By Tamara McLean
New Zealand's most popular bananas may not be as ethically grown as their stickers proclaim, according to an Oxfam report alleging child labour and environmental damage on Dole plantations.
Oxfam has released a hard-hitting report calling for Dole New Zealand to remove the "Ethical Choice" labels from its fruit until it can drastically improve its treatment of workers and the environment.
The Green Party supports the cause, calling for the company to "come clean" before consumers vote with their shopping trolleys.
But Dole spokesman Steve Barton hit back, saying the report, still being scrutinised by management, was riddled with mistakes, and said more about Oxfam's "questionable dealings" than it did about Dole.
"This is a commercial move by Oxfam, where they've opted to get behind our competition, the Fair Trade brand, and they're trying to destroy the Dole brand in the process," Mr Barton told NZ Newswire.

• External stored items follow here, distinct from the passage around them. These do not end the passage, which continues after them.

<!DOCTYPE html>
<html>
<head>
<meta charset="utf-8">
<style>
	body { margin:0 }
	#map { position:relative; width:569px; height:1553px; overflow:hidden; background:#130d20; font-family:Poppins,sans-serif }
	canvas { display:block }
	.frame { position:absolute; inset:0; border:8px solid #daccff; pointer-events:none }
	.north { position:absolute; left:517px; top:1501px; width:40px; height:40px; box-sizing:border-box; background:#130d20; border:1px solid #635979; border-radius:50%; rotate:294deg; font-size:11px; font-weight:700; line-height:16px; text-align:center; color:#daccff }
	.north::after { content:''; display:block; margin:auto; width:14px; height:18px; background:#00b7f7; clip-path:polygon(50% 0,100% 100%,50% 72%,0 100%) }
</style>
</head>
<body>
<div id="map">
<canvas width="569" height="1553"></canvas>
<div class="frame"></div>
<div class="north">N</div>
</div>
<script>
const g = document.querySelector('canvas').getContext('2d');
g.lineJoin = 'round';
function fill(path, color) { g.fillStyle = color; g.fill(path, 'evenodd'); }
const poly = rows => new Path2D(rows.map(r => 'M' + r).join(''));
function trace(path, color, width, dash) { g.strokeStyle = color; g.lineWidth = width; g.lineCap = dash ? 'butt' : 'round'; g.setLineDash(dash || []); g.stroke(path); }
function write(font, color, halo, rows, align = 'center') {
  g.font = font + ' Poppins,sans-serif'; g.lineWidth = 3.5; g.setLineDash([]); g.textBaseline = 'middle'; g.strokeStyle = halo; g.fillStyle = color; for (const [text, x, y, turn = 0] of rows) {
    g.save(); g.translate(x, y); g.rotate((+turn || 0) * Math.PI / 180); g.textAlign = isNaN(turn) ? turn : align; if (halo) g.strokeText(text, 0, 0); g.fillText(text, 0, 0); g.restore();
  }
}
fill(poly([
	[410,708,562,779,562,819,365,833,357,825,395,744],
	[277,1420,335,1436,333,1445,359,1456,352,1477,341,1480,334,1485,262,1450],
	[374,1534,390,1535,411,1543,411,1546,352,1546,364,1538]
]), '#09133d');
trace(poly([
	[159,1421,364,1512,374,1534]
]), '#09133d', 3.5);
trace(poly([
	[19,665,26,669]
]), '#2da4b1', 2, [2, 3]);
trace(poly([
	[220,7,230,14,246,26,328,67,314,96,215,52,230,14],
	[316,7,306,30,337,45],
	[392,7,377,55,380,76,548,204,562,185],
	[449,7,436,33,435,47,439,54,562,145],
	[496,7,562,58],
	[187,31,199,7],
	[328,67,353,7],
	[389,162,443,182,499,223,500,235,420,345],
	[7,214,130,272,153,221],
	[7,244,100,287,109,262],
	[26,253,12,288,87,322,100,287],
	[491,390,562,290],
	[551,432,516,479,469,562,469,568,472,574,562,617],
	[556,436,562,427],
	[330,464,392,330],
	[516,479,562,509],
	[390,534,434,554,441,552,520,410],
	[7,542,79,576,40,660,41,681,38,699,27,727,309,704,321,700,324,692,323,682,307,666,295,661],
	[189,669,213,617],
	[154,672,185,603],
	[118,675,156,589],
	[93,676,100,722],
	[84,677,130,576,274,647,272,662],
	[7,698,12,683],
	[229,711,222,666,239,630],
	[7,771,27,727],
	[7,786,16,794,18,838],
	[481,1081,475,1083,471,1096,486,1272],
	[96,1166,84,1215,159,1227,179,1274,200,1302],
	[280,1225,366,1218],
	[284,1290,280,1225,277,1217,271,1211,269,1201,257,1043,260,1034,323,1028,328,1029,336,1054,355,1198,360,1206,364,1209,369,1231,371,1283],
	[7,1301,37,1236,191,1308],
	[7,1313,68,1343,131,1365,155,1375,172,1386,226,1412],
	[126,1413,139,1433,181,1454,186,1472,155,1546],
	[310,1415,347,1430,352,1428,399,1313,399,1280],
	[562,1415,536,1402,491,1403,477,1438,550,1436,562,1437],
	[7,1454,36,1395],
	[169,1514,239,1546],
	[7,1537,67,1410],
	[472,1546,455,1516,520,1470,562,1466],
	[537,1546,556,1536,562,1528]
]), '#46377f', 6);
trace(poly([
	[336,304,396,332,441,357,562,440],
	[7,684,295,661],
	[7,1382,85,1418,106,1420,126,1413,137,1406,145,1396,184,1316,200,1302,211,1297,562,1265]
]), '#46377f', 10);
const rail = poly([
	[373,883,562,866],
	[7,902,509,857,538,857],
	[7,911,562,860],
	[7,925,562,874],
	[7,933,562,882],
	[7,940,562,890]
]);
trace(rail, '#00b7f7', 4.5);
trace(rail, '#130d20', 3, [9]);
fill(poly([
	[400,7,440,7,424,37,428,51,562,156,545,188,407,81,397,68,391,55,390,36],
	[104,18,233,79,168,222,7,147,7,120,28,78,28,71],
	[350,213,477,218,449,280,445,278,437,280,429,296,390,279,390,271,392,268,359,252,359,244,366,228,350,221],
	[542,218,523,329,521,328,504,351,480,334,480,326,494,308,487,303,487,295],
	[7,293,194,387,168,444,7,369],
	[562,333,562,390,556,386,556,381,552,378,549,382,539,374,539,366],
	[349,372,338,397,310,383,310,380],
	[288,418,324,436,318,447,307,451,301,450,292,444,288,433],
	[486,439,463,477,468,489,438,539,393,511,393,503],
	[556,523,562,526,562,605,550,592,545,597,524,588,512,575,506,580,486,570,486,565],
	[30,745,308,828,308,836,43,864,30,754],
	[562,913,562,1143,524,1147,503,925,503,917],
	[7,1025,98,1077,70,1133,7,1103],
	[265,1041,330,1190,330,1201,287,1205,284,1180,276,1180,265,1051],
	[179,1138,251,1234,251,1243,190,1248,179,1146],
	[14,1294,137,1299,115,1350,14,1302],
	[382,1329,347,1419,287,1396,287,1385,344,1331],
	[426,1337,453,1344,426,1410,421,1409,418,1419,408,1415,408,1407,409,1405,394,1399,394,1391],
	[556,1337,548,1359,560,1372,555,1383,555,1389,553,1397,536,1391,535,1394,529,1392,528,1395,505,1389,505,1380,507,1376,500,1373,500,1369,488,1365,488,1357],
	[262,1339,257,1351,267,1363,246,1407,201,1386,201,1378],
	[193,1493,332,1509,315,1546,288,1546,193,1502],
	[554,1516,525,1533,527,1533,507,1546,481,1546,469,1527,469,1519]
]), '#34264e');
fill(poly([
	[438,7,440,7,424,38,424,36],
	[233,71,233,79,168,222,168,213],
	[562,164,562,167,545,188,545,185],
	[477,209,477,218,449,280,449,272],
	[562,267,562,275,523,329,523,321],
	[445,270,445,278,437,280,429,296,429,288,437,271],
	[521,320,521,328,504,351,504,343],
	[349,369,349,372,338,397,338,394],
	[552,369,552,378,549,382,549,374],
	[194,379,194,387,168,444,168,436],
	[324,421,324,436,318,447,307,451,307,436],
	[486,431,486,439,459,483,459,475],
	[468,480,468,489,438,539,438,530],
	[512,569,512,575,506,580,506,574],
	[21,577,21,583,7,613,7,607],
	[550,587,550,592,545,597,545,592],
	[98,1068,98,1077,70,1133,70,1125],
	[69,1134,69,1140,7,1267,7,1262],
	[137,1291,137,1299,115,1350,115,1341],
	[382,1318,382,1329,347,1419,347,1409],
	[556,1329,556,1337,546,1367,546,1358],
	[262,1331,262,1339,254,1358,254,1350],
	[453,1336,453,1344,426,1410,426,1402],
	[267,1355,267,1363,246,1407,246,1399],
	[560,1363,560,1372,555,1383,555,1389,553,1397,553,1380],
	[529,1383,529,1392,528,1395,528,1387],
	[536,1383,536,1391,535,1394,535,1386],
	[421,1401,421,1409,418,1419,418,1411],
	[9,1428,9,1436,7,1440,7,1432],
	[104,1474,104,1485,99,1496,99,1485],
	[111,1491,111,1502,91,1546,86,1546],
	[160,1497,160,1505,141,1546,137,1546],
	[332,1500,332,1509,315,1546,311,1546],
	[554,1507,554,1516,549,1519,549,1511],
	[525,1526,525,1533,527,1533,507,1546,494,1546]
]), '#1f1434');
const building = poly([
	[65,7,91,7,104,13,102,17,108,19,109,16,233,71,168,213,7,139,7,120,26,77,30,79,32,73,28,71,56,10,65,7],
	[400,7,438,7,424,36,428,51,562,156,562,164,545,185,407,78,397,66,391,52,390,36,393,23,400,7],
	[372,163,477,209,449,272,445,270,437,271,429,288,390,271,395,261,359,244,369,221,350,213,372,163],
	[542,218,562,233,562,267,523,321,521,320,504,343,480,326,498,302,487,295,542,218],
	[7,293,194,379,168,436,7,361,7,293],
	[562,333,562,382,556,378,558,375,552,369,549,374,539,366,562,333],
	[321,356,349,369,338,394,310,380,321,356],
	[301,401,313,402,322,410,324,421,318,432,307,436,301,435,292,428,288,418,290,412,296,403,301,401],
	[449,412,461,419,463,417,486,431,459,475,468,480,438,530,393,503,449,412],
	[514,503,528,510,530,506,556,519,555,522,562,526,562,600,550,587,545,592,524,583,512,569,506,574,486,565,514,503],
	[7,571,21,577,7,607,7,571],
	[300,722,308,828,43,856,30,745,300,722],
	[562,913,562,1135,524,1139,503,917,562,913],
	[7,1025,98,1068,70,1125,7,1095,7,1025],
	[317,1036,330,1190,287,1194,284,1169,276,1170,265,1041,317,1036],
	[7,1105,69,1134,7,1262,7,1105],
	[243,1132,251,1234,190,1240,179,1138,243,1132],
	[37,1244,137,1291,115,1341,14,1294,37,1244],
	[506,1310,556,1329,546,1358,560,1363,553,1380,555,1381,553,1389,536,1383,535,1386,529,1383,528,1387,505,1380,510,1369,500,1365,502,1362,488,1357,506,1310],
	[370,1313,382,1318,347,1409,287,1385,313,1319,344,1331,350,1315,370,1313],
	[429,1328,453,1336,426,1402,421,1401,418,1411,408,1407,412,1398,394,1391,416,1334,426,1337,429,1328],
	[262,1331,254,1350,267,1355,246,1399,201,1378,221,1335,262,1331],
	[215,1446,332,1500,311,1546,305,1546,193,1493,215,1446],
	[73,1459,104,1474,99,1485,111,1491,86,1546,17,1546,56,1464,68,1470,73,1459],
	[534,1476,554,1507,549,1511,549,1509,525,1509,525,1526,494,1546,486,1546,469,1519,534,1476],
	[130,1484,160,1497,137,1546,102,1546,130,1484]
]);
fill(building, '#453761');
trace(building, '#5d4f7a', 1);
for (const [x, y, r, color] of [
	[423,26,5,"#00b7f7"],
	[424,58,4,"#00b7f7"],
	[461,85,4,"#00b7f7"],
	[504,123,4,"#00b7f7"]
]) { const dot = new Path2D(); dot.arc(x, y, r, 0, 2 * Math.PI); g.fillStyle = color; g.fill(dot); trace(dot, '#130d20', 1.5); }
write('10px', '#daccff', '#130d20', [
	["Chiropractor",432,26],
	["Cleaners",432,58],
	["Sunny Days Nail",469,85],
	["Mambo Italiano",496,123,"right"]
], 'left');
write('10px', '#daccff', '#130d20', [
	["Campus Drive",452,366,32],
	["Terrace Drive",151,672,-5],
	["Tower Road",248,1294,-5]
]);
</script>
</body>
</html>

The Oxfam report details unethical treatment of workers on Dole's Philippine banana plantations, claiming children aged 15 and younger are working up to 12-hour days in the fields.
Workers have been harassed for joining a union while others have been aerial sprayed with pesticide while still at work. Environmental degradation is also a significant problem.
Oxfam New Zealand executive director Barry Coates said the revelations were disturbing and required urgent action.
"New Zealand consumers deserve better than company green-washing," he said.
"It's time for Dole to stop making unsupported claims that they are selling ethically produced bananas."
He called for the self-created Ethical Choice label, which the Commerce Commission last year warned may breach the Fair Trading Act, to be removed.
But Mr Barton said there were no plans to change labelling.
"We're led by our customers and those we supply to, not by Oxfam, so no, we won't be taking any action at this stage."